O talento e a vida de Charles foram mostrados há duas semanas pelo apresentador Geraldo Luis, do programa Domingo Show, da Rede Record, antes de voltar a Londrina novamente. No palco, o reencontro emocionado com a esposa Cristina e a filha de 2 anos e 7 meses, de quem ficou longe nos últimos meses. Além delas, a presença dos integrantes da formação atual do grupo Demônios da Garoa, no qual Charles já fez participações em anos anteriores. A produção do programa, inclusive, se responsabilizou em viabilizar todo o custeio da produção do CD e DVD, que vai contar com composições autorais de Charles e alguns arranjos inéditos de releituras feitas por músicos como Alessandro Penezzi e Milton Mori.

TRAJETÓRIA - Charles era apenas uma criança quando começou a soprar as primeiras notas. Autodidata, pegava escondido a flauta doce do pai para "brincar" com os irmãos quando ele saía para trabalhar. Não demorou e, felizmente, foi descoberto, assim como sua vocação. "Escutava os discos que havia em casa e tirava todas as músicas de ouvido imitando o que eles tocavam", lembra, sobre composições interpretadas por Jacob do Bandolim, Altamiro Carrilho e, também, Chico Buarque e Nelson Gonçalves.

Menino, juntamente com os irmãos, passou a tocar no centro de São Paulo, na Praça da República. Os outros dois irmãos tocavam pandeiro e cavaquinho. "Tocávamos músicas conhecidas do público, como choros e sambas famosos. Ao final, meus irmãos passavam o chapéu. Gastávamos todo o dinheiro em doces e fliperama", conta, rindo das aventuras. A essa época, o pai já estava convencido do dom do menino e o levava para rodas aos domingos no Bar Clube do Choro e do Bar do Alemão. Com o potencial em tocar apenas de ouvido, ganhou uma flauta transversal de uma professora que os assistia.

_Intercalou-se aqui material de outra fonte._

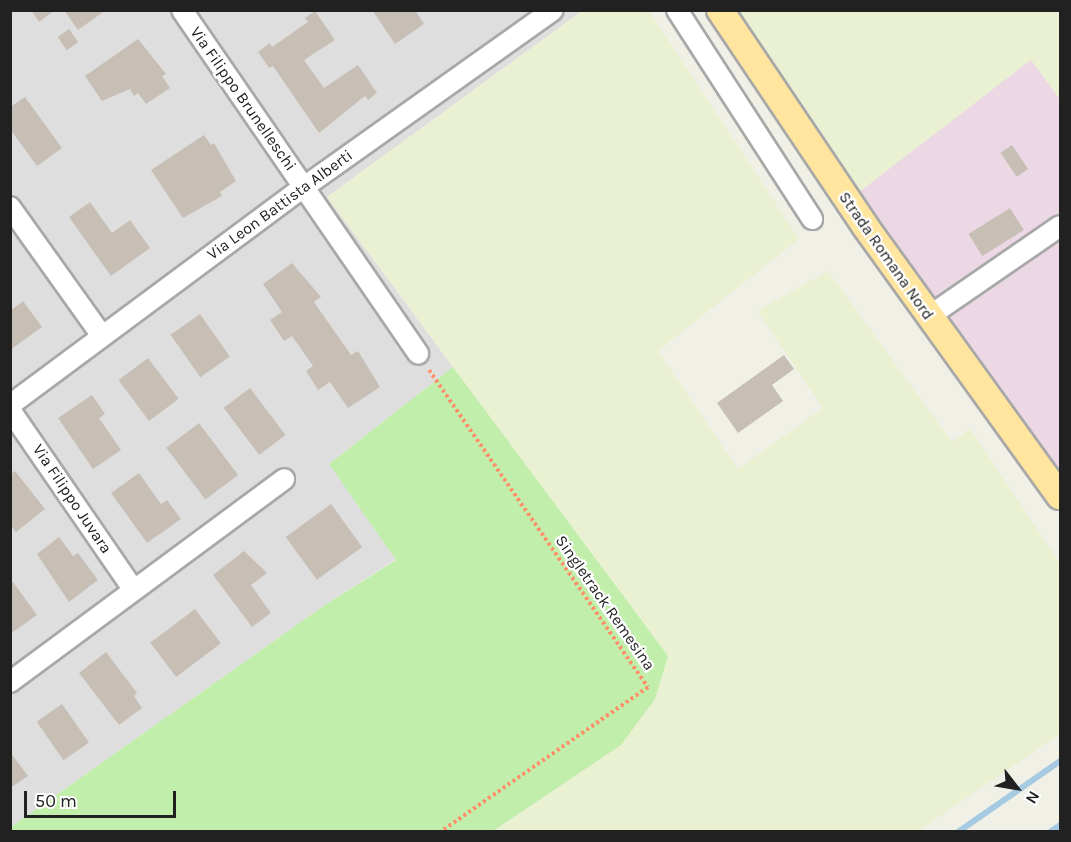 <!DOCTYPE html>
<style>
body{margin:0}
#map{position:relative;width:1071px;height:842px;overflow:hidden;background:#f1f0e7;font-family:Karla,sans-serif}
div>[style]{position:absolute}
.residential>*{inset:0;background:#dfdede}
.industrial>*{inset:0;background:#ebd8e4}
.farmland>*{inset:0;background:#e9f1d2}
.grass>*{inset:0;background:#c1eeab}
.stream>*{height:6px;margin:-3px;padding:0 3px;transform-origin:3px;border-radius:3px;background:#a5cae1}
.building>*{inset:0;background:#c7bfb6;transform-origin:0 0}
.path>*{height:4px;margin-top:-2px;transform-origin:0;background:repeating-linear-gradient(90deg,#ff916a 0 3px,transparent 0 6px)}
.roads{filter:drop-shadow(2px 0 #a8a8a8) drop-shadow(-2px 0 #a8a8a8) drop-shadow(0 2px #a8a8a8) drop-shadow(0 -2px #a8a8a8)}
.minor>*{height:20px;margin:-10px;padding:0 10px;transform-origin:10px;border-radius:10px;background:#fff}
.major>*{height:26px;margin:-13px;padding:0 13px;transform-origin:13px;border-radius:13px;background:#ffe59e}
span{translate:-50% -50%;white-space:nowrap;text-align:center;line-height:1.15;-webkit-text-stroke:4.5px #fff;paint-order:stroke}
.street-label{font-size:16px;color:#212121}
.frame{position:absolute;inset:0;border:12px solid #212121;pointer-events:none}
.north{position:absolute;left:987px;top:758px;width:60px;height:60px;-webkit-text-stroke:4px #fff;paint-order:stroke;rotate:121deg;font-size:16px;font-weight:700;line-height:24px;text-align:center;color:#212121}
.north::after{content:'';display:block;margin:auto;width:21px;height:27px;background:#212121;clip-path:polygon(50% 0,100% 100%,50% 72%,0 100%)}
.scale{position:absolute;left:24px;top:791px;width:152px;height:27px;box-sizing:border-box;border:3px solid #212121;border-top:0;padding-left:8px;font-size:18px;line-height:21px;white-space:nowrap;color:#212121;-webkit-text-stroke:4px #fff;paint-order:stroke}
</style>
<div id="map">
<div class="residential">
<div style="clip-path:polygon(11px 11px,582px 11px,327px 197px,453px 367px,329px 464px,396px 559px,325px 605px,11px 827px)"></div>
</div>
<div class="industrial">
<div style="clip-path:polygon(1031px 59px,1060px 99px,1060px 479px,855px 195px)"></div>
</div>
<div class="farmland">
<div style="clip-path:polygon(582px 11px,649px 11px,799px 239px,658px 351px,738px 469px,823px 408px,757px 311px,828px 271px,952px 442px,970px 429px,1060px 563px,1060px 734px,918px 831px,493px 831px,621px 745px,668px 656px,327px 197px)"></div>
<div style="clip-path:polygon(738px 11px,1060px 11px,1060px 99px,1031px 60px,855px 195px)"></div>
</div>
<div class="grass">
<div style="clip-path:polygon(453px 367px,668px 656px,655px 699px,621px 745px,493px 831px,11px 831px,11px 827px,325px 605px,396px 560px,329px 464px)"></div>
</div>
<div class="stream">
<div style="left:958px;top:832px;width:124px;rotate:-34.8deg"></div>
<div style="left:1050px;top:832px;width:12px;rotate:-35deg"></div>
</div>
<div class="building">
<div style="clip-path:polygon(31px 10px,55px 10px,39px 22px)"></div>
<div style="clip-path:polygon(64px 10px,106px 10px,78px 30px)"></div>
<div style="clip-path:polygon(372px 10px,415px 10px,424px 24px,395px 44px)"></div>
<div style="clip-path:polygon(315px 11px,335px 40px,304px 60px,324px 88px,358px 65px,377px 93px,368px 100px,365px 96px,319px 133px,273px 66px,269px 68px,258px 52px,270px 43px,272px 47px,308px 22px,305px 18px)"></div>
<div style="left:69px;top:29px;width:16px;height:14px;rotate:55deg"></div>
<div style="clip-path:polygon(138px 39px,166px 74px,162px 76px,170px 88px,146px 104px,138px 93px,134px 96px,130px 89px,102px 101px,85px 76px)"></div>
<div style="clip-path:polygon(25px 97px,62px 148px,37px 166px,10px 129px,10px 107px)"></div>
<div style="clip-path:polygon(204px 135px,211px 145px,214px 143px,236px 181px,220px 192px,222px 196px,183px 218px,151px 170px)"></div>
<div style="left:1012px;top:145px;width:29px;height:14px;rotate:56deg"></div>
<div style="clip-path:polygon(90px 202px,112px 233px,130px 220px,150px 248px,111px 276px,69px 217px)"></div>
<div style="left:1010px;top:208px;width:26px;height:49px;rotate:58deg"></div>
<div style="clip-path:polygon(292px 263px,321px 297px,314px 302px,351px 355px,358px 351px,380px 387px,348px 408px,330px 382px,318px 390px,306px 371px,313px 366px,292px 336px,284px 341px,270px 320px,282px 312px,263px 284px)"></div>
<div style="clip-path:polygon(23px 301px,42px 327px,10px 350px,10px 311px)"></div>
<div style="left:200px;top:314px;width:52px;height:36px;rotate:55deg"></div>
<div style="clip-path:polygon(784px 355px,794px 369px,772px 385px,783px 401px,738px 433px,717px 403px)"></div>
<div style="left:148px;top:358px;width:51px;height:37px;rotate:53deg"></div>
<div style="left:250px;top:388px;width:59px;height:33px;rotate:53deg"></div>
<div style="clip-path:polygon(92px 395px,105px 414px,99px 418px,121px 450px,93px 469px,58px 418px)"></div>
<div style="left:199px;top:423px;width:65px;height:41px;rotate:53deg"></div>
<div style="clip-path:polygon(15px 471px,45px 509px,16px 532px,10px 525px,10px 475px)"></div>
<div style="clip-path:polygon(139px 473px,161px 504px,167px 500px,181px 519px,147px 543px,111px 493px)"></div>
<div style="left:331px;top:504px;width:53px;height:56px;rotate:54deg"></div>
<div style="clip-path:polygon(59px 537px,73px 556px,78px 553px,98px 580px,69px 602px,37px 554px)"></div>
<div style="clip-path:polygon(244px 551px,267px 573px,251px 585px,271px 613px,252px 627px,213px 575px)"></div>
<div style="clip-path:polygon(13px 582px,37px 615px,10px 634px,10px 584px)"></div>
<div style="left:195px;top:609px;width:43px;height:56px;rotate:53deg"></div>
<div style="clip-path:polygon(106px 652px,137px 693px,134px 696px,142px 708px,119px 725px,79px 673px)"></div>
<div style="left:62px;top:704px;width:47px;height:31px;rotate:55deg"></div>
<div style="clip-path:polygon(10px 752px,28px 776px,10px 788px)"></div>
</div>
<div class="path">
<div style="left:429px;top:370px;width:385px;rotate:55.4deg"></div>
<div style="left:648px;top:687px;width:254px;rotate:145.1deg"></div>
</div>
<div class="roads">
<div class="minor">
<div style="left:182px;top:10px;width:417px;rotate:55.5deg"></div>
<div style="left:677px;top:10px;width:249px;rotate:57.1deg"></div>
<div style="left:10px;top:207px;width:158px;rotate:54.5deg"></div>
<div style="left:928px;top:317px;width:160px;rotate:-34.6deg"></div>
<div style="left:10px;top:405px;width:366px;rotate:-36.6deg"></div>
<div style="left:304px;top:187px;width:305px;rotate:-35.4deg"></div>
<div style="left:10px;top:410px;width:217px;rotate:55.5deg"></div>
<div style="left:10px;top:682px;width:341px;rotate:-36.5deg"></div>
</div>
<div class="major">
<div style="left:720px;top:10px;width:260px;rotate:56.1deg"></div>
<div style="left:865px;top:226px;width:333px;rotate:54.2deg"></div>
</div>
</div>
<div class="street-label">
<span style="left:243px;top:99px;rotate:55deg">Via Filippo Brunelleschi</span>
<span style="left:280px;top:205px;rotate:-36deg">Via Leon Battista Alberti</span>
<span style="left:886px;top:256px;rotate:55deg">Strada Romana Nord</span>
<span style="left:72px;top:499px;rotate:56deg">Via Filippo Juvara</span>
<span style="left:605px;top:603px;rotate:55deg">Singletrack Remesina</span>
</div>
<div class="frame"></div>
<div class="north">N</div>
<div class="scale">50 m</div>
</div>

Daí em diante, virou um fenômeno, sobretudo após a gravação do LP "Pinguinho de Gente", em 1988. "Deu para comprar uma casa com o dinheiro do disco". Esse foi o passaporte para aparecer com frequência em revistas, emissoras de TV e programas de auditório da época. Dos 11 aos 17 anos, Charles da Flauta viveu o que muitos músicos tentam a vida inteira e teve contato com os grandes nomes da época; viajou pelo Brasil e exterior e tocou com diversos grupos em shows e festivais. "Uma das vezes em que encontrei com Altamiro, ele passou conselhos valiosos, como a embocadura correta da flauta e um exercício para que eu conseguisse fazer trinado", diz, sobre a técnica de alternar rapidamente a nota indicada e a nota imediatamente acima da escala.

Se o novo momento é favorável, o caminho até aqui teve vários episódios difíceis apesar do início glorioso. Aos 18 anos, por causa de uma "viagem" errada, o talento nato, por pouco, não foi perdido. "Apesar de tudo, a música sempre esteve em mim, isso nunca se perdeu". Em Londrina desde 2012, deu um novo rumo à vida, mesmo com o tropeço recente, e se orgulha da história que tem feito na cidade, sobretudo com o samba e o choro. "Tem uma aluna que está no Japão fazendo sucesso". Na vida pessoal, os olhos marejam quando fala: "Tenho uma família que me apoia e me dá forças para continuar a lutar", relata, acrescentando o orgulho de ter transposto para a composição "Valsa Princesa" seu amor pela filha Isabela.